I went down to Liberty Park (amazingly, that really was its name) also known as Zuccotti Square this past Wednesday and wandered around just to take it all in. It was my first visit, and there was a lot to take in. Just a few impressions for now, with a few of my pics below. You can’t avoid the feeling of an open air encampment, mounds of sleeping bags, a huge blue tarp, sleeping heads poking out here and there. There’s a (large) library, a place you can get food. It’s a village. Artists, some with easels, some with black magic markers and pages of thick paper, scrawling on the pavement. I was handed a sign by James De laVega (I’ve learned later he’s a hipster muralist and street artist) The Game of Capitalism Breeds Dishonest Men it read. I joined in a march heading uptown, proudly holding up my message.

The folks who were running OWS are astonishingly polite. It – the good manners -- takes you aback. I’m of the generation that marched, shouting angrily, veins popping in the neck, fists raised. No veins could be seen anywhere. While I was snapping pictures I inadvertently strayed into a group of people who had started a slow, quiet group “walk” (I wouldn’t call it a march) around the park, chanting a slogan, calmly. I was standing like a boulder in a stream and I needed to be nudged aside. Someone told me, with a tinge of impatience “can you move please?” He then came back to me to explain why it was he had to ask me to do this. He actually did this. In the middle of a political demonstration.

This isn’t a minor characteristic. It’s telling of what this carefully crafted movement wants to convey. And they’re distinguishing themselves as decidedly mature, neat, and together.

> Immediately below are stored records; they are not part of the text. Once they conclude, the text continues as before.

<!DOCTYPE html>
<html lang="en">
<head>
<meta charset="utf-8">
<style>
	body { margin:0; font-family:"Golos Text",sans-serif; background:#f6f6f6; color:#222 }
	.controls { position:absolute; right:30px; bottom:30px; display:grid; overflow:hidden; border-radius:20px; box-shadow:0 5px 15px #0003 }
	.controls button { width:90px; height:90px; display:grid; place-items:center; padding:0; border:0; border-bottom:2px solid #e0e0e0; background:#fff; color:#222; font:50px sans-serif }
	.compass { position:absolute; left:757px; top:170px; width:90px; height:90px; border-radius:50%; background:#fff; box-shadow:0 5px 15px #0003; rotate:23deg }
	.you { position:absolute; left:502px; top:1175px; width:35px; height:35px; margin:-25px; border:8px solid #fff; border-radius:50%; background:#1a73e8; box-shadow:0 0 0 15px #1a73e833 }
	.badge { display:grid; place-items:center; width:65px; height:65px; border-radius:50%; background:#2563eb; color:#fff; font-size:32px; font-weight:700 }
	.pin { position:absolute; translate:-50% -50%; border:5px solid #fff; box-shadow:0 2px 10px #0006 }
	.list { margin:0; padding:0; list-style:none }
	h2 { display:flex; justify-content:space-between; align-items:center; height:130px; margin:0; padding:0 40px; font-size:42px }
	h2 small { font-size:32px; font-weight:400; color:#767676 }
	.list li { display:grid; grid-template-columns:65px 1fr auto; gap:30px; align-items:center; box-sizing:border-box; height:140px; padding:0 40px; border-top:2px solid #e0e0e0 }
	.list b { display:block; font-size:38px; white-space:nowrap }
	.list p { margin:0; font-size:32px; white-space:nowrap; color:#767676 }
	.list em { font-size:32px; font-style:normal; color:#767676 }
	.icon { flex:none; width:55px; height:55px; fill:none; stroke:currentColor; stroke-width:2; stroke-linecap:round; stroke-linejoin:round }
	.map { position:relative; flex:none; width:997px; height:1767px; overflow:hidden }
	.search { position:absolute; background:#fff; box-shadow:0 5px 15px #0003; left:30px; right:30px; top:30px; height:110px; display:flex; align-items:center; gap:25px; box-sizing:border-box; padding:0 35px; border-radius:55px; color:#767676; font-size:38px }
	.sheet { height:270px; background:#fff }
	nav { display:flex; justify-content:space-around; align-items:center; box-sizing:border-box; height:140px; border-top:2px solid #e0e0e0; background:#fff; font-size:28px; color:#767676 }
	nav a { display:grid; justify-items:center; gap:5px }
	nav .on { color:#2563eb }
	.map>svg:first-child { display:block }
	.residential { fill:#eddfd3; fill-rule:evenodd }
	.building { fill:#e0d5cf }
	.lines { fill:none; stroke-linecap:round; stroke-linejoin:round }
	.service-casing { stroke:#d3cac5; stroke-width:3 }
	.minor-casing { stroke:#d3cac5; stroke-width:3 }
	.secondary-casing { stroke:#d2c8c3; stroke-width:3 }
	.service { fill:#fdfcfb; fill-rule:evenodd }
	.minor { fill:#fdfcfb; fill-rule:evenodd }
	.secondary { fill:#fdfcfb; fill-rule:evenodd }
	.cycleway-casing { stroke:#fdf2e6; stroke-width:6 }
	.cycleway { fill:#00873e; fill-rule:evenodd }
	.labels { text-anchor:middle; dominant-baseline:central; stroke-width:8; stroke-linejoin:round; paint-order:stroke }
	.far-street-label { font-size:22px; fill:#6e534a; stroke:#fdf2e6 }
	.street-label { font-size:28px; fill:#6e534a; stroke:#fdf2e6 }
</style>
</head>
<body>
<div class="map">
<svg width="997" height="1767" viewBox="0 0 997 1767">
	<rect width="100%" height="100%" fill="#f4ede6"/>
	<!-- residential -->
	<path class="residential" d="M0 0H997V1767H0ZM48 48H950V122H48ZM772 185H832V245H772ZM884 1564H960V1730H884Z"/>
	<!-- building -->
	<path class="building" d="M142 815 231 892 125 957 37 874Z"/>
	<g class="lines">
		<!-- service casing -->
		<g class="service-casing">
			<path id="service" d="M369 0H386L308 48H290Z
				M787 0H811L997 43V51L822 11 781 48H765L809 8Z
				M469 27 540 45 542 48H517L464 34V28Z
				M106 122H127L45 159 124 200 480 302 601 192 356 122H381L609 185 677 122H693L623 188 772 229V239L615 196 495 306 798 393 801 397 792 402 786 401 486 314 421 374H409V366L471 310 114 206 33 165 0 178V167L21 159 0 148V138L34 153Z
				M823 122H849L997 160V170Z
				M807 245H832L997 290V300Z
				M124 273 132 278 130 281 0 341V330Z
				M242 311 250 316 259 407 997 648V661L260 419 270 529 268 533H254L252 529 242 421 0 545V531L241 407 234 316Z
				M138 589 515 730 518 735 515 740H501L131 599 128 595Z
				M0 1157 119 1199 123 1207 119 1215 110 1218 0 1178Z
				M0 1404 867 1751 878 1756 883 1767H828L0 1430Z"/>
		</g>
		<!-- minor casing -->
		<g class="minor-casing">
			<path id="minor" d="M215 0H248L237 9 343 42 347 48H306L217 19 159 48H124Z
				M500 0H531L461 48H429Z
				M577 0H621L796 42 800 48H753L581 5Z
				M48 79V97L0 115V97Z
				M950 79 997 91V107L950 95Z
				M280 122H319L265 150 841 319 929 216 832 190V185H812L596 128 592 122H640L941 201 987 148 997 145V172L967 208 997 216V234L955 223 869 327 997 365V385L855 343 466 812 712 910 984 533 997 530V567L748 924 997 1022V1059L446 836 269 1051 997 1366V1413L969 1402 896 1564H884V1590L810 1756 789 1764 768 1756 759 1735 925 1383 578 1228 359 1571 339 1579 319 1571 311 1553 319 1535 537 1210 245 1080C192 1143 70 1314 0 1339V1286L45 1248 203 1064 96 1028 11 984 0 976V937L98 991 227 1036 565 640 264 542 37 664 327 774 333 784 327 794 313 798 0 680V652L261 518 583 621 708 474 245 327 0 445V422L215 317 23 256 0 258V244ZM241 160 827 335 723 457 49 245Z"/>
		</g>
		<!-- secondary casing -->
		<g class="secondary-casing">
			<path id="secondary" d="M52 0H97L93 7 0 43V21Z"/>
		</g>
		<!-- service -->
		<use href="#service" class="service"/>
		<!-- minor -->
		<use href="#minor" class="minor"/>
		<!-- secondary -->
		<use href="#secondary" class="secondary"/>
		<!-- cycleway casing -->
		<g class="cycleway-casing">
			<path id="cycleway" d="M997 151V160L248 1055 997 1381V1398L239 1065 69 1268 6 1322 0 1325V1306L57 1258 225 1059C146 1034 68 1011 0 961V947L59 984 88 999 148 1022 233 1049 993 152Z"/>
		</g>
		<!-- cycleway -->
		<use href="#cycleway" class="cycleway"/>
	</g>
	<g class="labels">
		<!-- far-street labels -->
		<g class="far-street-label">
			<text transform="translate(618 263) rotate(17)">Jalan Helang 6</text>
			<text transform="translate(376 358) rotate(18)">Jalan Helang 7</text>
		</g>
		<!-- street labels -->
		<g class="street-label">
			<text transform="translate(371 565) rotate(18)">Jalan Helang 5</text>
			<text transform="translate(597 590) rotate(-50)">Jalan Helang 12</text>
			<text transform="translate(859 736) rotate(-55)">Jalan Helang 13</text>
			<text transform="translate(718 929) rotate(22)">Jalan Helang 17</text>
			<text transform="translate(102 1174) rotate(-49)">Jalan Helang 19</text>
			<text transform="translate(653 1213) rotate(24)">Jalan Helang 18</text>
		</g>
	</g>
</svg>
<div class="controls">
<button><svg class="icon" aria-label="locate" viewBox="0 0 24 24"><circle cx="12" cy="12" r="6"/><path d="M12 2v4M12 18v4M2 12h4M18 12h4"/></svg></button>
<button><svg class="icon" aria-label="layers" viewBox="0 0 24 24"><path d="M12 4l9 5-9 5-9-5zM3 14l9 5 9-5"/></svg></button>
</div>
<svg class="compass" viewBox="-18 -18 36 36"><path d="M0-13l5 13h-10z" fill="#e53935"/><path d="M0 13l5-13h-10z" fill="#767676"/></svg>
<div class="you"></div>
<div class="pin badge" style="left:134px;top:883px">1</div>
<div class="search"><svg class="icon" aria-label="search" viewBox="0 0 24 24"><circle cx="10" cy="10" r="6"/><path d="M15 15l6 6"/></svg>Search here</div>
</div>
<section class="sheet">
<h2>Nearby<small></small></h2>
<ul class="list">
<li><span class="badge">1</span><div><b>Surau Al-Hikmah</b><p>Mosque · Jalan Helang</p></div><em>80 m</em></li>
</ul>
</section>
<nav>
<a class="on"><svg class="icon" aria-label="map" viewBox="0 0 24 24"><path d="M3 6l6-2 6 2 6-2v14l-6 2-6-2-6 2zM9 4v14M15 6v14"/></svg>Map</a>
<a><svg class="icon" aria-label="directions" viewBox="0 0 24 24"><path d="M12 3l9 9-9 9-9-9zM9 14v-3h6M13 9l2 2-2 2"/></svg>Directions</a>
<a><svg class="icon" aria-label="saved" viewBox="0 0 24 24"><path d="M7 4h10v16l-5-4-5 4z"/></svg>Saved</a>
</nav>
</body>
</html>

The people’s mic – the mechanism and the messages. ‘Lovely’ Sounds dated, but something like that is the way you’ve got to describe it. The people’s mic is how they (whoever they are. A small group of Canadians I’ve heard started this and helped put in place the tone and method) have chosen to amplify the short speeches which are given on the Broadway (Eastern) edge of the park, where there’s a slightly lower amphitheater effect. At around 4:00, they called a halt to the bongo drumming and sporadic, undulating dancing of a few, and get us prepped for the expected arrival of the union faction. (Will it be a lasting, contributing faction? If so, I think OWS will definitely not be able to be ignored) Tens of thousands of union delegates from the SEIU, TWU, District 37, CUNY, NYU, The New School and others were massing from all parts of lower Manhattan and were expected to join together at this spot. We were getting our instructions. The way they told us about it, about how proper we needed to be, how we needed to make room, and move back, how we had to welcome them, etc. was all made clear in short succinct sentences that were repeated by concentric circles of us, participants, stretching all the way to the back to Trinity Place (the Western edge of the park). There was a church like, call and response feel to it, which turned into a concentric giggle when said organizer said – “Don’t fuck it up.” The group of people surrounding him repeated dutifully, ‘don’t fuck it up,” and the message travelled back. Then a young woman mounted something that enabled her to be taller than all of us, the huge orange arms of DeSuvero’s sculpture soaring above her head, and talked about how this was all in partnership with the Arab Spring. I thought at the moment -- what she’s saying, it isn’t a metaphor, it’s an answer, a huge people’s mic, stretching from Manhattan to Cairo, a rippled shout to those in Egypt wanting freedom, telling them, at that moment, that thousands of people across North America, wanting something as yet unnamed have linked arms with them. She said, ‘the people in Egypt. They have it much worse than we do. However bad it gets here, they have a very very difficult situation…” I had to head uptown to work, and I had to wrench myself away.